Do I need to use a plate compactor, or is hand tamping enough?
For the base, hand tamping is usually not enough to reach consistent density. A plate compactor is the practical way to compact crushed stone in 2 to 3 inch lifts so the surface doesn’t deflect when stepped on. For older, softer brick surfaces, use a protective mat or lower compactor settings to avoid surface damage.
How deep should I dig out for a relay?
A common target is 4 to 6 inches of compacted crushed stone under the patio surface, plus the sand bedding layer thickness used for setting bricks. If your existing base is unknown depth or has soft spots, excavate down to firm material and then rebuild to the proper total base thickness rather than topping up with sand.
Why do some relaid patios get weeds even when I use polymeric sand?
Polymeric sand reduces weeds, but it cannot compensate for an ongoing drainage issue or contaminated joints. If rain can still push water under the patio, fines and debris move into joints, and weed seeds can survive underneath. Confirm the slope, check for organic material, and keep joints fully filled after compaction.
Can I apply polymeric sand in cool weather or when it’s damp?
Polymeric sand needs a sustained warm window, typically above 50°F for at least 48 hours after installation, and the pavers must be completely dry when you sweep it in. If dew is settling or rain is likely soon, wait. Damp application can clump and leave residue that is hard to remove.
How long should I wait before getting back on the patio after relaying?
After polymeric sand activation, avoid foot traffic for at least 24 hours. Keep heavy traffic and moving furniture off the surface for 48 to 72 hours to allow the joints to set fully, and then check the joints after the first significant rain to see if topping up is needed.
What if my patio bricks are level during installation but become uneven after a few months?
That usually points to base instability, such as a soft spot that wasn’t fully removed, inadequate compaction, or water still traveling under the patio. Lift the affected area, excavate back to stable granular material, backfill in thin compacted lifts, and relay. If the same spot fails repeatedly, investigate subsoil drainage or nearby water sources.
How do I prevent edge creep (bricks pushing outward)?
Install perimeter restraints around the full perimeter before you relay, and pin them properly into the compacted base. Edge creep often starts when restraints are missing, underpinned, or installed after the bricks are already set, so the outer course lacks lateral support.
Should I seal clay brick after relaying?
Sealing is optional and depends on the brick type and what problem you are trying to solve, like color enhancement or stain resistance. If you do seal, wait at least 30 days after relaying so jointing sand can cure, and choose a breathable penetrating sealer. Film-forming sealers can trap moisture if applied at the wrong time or over damp surfaces.
Can I reuse the old bedding sand if it looks clean?

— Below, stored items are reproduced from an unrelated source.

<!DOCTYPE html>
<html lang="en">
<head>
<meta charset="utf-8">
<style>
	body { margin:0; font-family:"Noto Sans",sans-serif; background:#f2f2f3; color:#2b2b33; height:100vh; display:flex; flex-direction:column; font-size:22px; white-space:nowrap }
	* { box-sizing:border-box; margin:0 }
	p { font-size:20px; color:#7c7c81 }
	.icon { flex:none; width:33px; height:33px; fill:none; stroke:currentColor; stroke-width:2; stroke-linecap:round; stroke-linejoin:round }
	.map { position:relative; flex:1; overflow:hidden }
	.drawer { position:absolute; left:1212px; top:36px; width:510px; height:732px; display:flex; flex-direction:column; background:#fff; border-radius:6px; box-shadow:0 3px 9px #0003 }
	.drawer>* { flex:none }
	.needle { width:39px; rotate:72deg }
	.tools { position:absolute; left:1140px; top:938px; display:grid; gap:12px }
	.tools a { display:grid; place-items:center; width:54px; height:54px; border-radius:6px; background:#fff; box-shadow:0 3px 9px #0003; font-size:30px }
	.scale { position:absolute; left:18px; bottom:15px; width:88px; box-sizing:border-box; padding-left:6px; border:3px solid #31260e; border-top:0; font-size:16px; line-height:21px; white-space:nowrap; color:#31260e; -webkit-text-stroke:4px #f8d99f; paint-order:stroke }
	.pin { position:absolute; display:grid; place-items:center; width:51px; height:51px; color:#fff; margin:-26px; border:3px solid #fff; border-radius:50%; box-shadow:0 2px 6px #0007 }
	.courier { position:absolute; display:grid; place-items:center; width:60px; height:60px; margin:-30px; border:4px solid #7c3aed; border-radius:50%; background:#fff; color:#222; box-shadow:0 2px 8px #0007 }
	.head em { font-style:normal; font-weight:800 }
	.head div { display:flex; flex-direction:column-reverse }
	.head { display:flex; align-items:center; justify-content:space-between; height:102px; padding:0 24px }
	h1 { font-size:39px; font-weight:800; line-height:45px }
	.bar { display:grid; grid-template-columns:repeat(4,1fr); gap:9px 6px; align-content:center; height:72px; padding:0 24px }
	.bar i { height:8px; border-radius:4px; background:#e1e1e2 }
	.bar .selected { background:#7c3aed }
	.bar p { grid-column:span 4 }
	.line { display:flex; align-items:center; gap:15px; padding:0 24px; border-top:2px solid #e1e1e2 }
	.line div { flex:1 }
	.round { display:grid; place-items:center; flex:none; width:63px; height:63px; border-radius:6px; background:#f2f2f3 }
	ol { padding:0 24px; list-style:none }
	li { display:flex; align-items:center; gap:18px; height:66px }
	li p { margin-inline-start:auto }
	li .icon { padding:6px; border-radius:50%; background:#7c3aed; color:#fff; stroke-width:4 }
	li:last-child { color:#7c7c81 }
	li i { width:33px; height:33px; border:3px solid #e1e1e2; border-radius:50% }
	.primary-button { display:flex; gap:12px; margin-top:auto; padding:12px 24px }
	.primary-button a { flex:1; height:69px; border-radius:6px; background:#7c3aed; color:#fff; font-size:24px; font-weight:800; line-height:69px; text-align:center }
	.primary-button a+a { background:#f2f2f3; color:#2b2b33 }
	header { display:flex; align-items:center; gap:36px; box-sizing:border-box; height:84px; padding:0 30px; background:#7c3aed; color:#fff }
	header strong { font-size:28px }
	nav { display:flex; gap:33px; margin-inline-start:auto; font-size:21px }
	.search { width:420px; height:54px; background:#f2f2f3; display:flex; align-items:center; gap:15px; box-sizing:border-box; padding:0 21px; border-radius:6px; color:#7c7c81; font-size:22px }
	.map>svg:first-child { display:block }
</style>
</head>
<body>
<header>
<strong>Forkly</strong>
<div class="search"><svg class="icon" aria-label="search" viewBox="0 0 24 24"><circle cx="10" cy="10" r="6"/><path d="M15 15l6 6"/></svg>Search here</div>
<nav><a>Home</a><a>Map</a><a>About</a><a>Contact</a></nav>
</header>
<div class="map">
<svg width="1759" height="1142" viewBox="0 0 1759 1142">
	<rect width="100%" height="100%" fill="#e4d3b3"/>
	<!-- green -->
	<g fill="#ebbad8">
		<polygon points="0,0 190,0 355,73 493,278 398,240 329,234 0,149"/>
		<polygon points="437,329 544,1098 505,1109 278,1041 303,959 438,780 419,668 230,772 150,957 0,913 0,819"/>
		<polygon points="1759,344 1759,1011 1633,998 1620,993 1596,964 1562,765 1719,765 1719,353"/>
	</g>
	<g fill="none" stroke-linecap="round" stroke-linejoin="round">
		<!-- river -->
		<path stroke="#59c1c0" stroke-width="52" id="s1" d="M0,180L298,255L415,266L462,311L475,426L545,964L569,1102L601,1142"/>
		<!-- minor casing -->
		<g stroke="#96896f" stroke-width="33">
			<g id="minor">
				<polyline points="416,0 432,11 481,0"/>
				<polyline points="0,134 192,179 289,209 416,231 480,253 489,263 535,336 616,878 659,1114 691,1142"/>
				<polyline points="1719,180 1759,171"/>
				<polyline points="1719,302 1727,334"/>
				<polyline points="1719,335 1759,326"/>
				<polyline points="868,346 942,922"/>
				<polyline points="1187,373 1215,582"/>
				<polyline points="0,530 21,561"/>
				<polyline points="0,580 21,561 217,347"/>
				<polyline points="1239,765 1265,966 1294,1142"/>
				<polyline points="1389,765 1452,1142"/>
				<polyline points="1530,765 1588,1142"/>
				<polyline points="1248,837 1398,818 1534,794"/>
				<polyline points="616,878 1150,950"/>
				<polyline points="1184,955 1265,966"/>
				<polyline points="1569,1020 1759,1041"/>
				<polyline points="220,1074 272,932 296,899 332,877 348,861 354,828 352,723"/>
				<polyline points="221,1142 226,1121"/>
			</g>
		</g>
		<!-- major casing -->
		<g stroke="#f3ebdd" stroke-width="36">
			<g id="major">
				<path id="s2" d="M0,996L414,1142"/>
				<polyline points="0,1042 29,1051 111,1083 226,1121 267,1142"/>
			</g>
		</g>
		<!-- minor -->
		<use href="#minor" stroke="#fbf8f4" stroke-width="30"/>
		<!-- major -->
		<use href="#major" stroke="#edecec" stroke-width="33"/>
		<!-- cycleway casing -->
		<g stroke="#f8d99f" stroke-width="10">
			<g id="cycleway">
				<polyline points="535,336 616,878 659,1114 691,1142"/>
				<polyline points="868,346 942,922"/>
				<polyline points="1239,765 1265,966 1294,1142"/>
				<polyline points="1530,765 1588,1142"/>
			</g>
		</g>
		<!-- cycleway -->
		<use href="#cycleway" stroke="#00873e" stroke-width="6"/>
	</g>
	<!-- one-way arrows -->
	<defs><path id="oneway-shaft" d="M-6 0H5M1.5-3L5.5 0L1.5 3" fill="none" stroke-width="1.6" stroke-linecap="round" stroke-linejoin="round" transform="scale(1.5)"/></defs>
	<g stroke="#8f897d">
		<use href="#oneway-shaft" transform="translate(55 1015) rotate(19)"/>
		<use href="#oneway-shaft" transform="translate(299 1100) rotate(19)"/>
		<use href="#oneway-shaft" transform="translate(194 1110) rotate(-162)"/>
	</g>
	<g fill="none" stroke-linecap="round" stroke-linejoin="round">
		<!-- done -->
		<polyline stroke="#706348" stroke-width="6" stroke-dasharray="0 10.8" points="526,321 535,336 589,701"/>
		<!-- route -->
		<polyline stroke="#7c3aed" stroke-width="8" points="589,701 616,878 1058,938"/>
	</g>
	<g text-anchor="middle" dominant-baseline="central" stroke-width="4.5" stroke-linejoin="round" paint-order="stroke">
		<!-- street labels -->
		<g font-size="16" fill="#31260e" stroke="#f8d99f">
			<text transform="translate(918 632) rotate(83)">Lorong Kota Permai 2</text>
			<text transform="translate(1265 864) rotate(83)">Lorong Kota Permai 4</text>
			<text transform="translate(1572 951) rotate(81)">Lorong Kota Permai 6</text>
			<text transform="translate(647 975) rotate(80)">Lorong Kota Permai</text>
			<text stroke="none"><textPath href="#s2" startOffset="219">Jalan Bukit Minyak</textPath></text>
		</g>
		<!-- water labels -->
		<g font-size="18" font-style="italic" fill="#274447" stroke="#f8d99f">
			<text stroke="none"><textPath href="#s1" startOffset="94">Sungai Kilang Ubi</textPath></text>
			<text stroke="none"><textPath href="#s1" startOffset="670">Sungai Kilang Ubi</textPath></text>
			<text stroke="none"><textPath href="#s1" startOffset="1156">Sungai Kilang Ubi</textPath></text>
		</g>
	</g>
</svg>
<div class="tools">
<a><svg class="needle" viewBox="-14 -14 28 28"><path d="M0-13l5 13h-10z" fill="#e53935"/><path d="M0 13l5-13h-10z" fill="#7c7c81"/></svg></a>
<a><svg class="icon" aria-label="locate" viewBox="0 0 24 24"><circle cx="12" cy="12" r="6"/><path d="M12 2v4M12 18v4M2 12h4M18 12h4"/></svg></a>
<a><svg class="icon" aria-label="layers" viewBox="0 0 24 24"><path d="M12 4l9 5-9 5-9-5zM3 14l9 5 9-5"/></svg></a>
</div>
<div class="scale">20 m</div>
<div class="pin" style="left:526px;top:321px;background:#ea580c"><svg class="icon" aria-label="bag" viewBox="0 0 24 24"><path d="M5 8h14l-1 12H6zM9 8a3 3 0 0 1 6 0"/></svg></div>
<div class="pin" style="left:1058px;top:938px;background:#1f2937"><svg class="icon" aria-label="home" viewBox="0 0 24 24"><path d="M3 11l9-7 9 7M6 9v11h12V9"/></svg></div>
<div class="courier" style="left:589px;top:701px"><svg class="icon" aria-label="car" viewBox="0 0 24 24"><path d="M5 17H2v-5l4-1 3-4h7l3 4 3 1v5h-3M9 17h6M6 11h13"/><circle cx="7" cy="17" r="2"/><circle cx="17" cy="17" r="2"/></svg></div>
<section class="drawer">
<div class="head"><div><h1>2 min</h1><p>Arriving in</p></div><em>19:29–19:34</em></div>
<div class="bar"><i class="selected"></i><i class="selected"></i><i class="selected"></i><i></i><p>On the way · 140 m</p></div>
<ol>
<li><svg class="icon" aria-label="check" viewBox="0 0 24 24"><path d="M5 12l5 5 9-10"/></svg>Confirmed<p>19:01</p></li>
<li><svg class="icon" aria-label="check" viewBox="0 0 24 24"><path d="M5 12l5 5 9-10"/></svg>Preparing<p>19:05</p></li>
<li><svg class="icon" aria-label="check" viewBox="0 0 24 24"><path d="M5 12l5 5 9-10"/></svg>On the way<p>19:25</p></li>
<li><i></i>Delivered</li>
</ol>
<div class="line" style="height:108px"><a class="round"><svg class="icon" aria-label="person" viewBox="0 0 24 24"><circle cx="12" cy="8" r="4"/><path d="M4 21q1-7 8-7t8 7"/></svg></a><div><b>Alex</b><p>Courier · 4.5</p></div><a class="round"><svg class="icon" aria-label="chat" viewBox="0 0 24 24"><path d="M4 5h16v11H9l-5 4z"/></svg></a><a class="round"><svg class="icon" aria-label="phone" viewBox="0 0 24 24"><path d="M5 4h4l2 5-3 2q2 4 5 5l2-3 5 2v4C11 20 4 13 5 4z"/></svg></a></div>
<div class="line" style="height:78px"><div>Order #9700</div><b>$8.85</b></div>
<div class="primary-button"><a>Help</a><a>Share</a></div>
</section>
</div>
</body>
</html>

No. Even if it appears fine, old bedding sand typically contains fines and contaminants like weed seeds, and it can interfere with locking and drainage at the base. Remove it completely and replace with fresh coarse, washed bedding sand to maintain the correct thickness and performance.
What’s the best way to keep brick cutting accurate along the edges?
Dry-fit brick rows and measure gaps along both sides before you cut, because patterns can drift slightly with irregular edges. If you score without a wet saw, use a guide and make test breaks on scrap first. Aim for straight, clean cuts and keep joint spacing consistent so the perimeter line does not “wander” visually.